• _Exercise description_
If a line below contains the string "Keep", copy it out.

• _Data supplied_
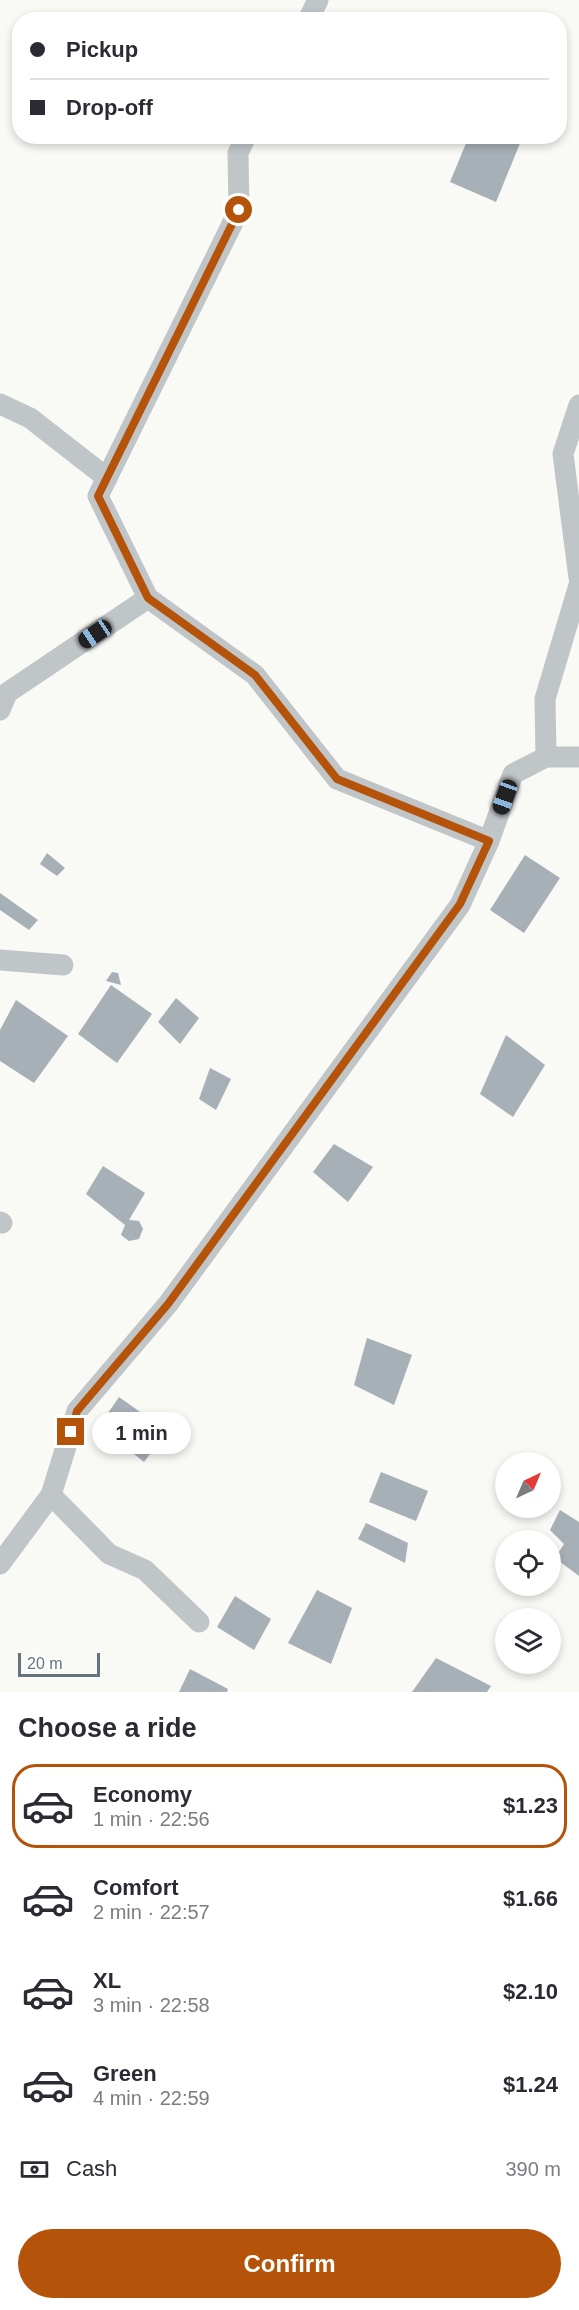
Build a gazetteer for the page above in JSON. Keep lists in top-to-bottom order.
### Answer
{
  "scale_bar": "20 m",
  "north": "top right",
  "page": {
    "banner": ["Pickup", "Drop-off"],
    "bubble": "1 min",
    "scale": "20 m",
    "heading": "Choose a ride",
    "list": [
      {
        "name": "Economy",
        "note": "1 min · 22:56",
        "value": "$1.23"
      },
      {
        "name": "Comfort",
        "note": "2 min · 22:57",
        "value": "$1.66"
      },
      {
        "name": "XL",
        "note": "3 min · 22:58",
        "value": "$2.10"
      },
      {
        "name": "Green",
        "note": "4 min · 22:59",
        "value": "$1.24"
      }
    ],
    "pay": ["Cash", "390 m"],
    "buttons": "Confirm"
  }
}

* * *

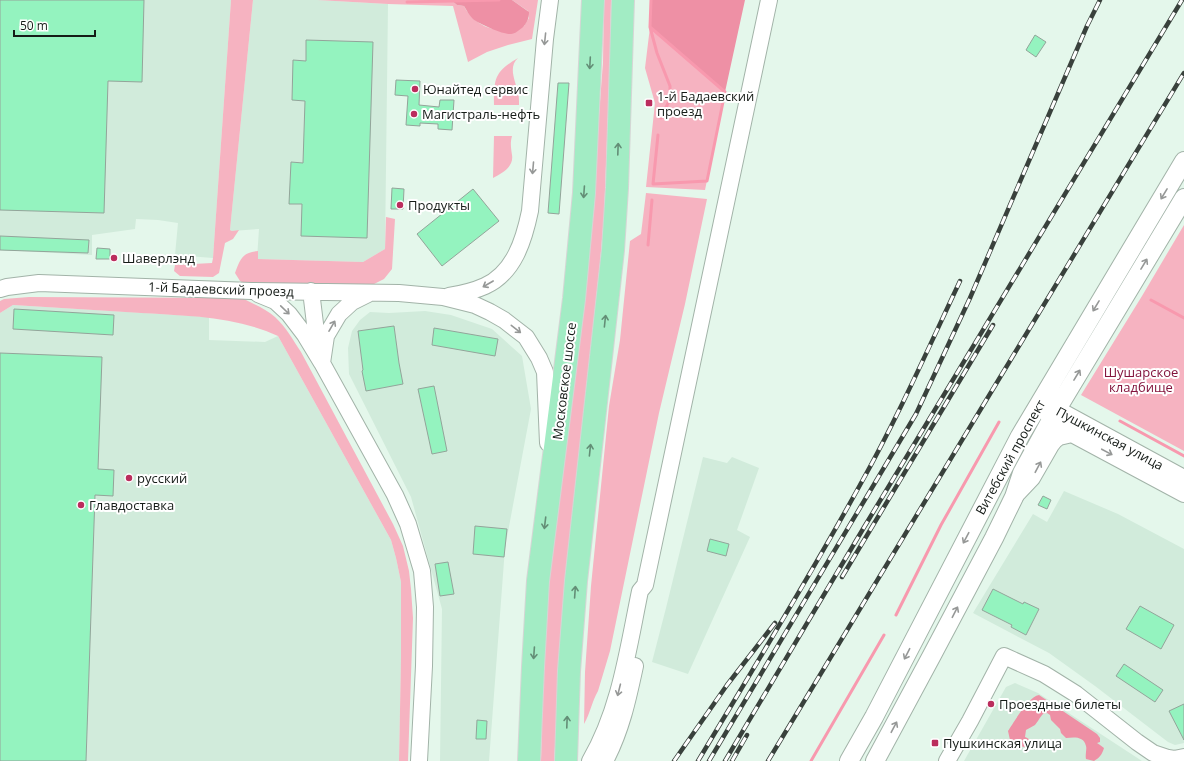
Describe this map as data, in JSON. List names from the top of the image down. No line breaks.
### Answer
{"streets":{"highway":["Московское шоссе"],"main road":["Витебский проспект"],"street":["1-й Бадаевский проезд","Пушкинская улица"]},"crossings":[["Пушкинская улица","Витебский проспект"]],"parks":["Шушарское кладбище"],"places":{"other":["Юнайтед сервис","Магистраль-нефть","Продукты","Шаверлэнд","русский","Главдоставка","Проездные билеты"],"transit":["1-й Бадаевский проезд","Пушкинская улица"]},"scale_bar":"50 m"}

---

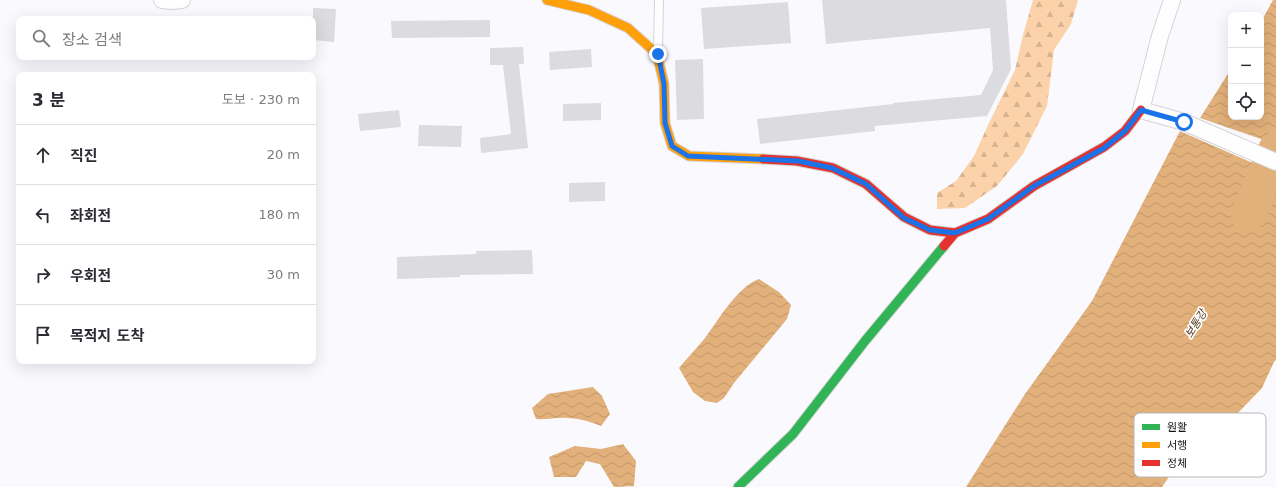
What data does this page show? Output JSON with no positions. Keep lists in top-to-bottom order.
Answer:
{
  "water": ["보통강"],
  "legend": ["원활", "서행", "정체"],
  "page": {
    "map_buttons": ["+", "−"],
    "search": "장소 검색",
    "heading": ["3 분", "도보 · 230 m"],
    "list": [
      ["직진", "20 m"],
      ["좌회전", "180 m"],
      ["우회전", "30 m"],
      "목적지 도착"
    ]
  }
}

• _Response_
Build a gazetteer for the page above in JSON. Keep lists in top-to-bottom order.
What data does this page show? Output JSON with no positions. Keep lists in top-to-bottom order.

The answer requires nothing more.